Der Oberste Gerichtshof hat als Revisionsgericht durch den Senatspräsidenten Dr. Schragel als Vorsitzenden und durch die Hofräte des Obersten Gerichtshofes Dr. Schubert, Dr. Hofmann, Dr. Schlosser und Dr. Redl als weitere Richter in der Rechtssache der klagenden Partei Heinz H*****, Bundesrepublik Deutschland, vertreten durch Dr. Michael Metzler, Rechtsanwalt in Linz, wider die beklagte Partei Republik Österreich, vertreten durch die Finanzprokuratur, Wien 1., Singerstraße 17-19, wegen restlicher S 75.000,-- samt Anhang infolge außerordentlicher Revision der klagenden Partei gegen das Urteil des Oberlandesgerichtes Wien als Berufungsgerichtes vom 9. März 1987, GZ. 14 R 15/87-42, womit infolge Berufung der klagenden Partei das Urteil des Landesgerichtes für Zivilrechtssachen Wien vom 6. Oktober 1986, GZ. 52/55 Cg 1009/84-37, bestätigt wurde, in nichtöffentlicher Sitzung zu Recht erkannt:

Spruch

Der Revision wird teilweise Folge gegeben; die Urteile der Vorinstanzen werden dahin abgeändert, daß sie einschließlich des bereits in erster Instanz rechtskräftig erfolgten Zuspruchs zu lauten haben:

"Die beklagte Partei ist schuldig, der klagenden Partei den Betrag von S 60.000 samt 4 % Zinsen seit 1.6.1983 binnen 14 Tagen bei Exekution zu bezahlen.
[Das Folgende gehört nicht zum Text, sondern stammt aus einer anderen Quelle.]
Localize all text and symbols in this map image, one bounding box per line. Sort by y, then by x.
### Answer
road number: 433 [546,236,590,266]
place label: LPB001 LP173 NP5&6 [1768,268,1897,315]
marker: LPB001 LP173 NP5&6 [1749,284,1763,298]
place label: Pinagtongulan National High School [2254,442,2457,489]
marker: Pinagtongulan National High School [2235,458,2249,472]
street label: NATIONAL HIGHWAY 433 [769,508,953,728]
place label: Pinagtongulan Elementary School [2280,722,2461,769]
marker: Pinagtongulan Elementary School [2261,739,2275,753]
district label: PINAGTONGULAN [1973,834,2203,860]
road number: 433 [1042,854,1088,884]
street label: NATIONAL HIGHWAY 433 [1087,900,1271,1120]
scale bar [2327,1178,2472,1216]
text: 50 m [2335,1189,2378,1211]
Das Mehrbegehren wird abgewiesen."

Die beklagte Partei ist weiters schuldig, der klagenden Partei die mit S 31.933,60 bestimmten Prozeßkosten und Kosten der Rechtsmittelverfahren (darin enthalten S 2.827,60 Umsatzsteuer und S 830,-- Barauslagen) binnen 14 Tagen bei Exekution zu bezahlen.

Text

Entscheidungsgründe:

Der Kläger wurde mit Urteil des Geschwornengerichtes beim Landesgericht Innsbruck vom 12. 6. 1968, 10 Vr 2557/66-119, wegen des Verbrechens des Meuchelmordes nach den §§ 134, 135 StG zu einer schweren Kerkerstrafe von 20 Jahren verurteilt. Der Kläger verbüßte diese Strafe in der Männerstrafanstalt Garsten. Mit Beschluß des Oberlandesgerichtes Linz vom 29. 4. 1981, 10 Bs 16/81-77, wurde in Abänderung des Beschlusses des Kreisgerichtes Steyr vom 2. 12. 1980, 11 b Nc 524/80-65, dem Kläger der Rest der über ihn verhängten Freiheitsstrafe gemäß § 46 Abs 1 StGB unter Setzung einer fünfjährigen Probezeit bedingt nachgesehen. Es wurde ausgesprochen, daß die Durchführung der Entlassung dem Gericht erster Instanz obliegt. Dieser Beschluß wurde dem Kreisgericht Steyr im Postweg übersendet. Dort geriet er infolge eines Versehens bei der Aktenbündelung bis zum 22. 6. 1981 außer Evidenz. Die Haftentlassung des Klägers erfolgte erst am 25. 6. 1981, 8 Uhr. Mit Beschlüssen des Oberlandesgerichtes Linz vom 15. 9. 1982, 8 Ns 500/82, und des Obersten Gerichtshofes vom 31. 1. 1983, 10 Os 199/82, wurde festgestellt, daß ein Ersatzanspruch des Klägers wegen vermögensrechtlicher Nachteile aus der ungerechtfertigten Haft im Zeitraum vom 29. 4. 1981, 12 Uhr, bis 25. 6. 1981, 8 Uhr, zu Recht besteht.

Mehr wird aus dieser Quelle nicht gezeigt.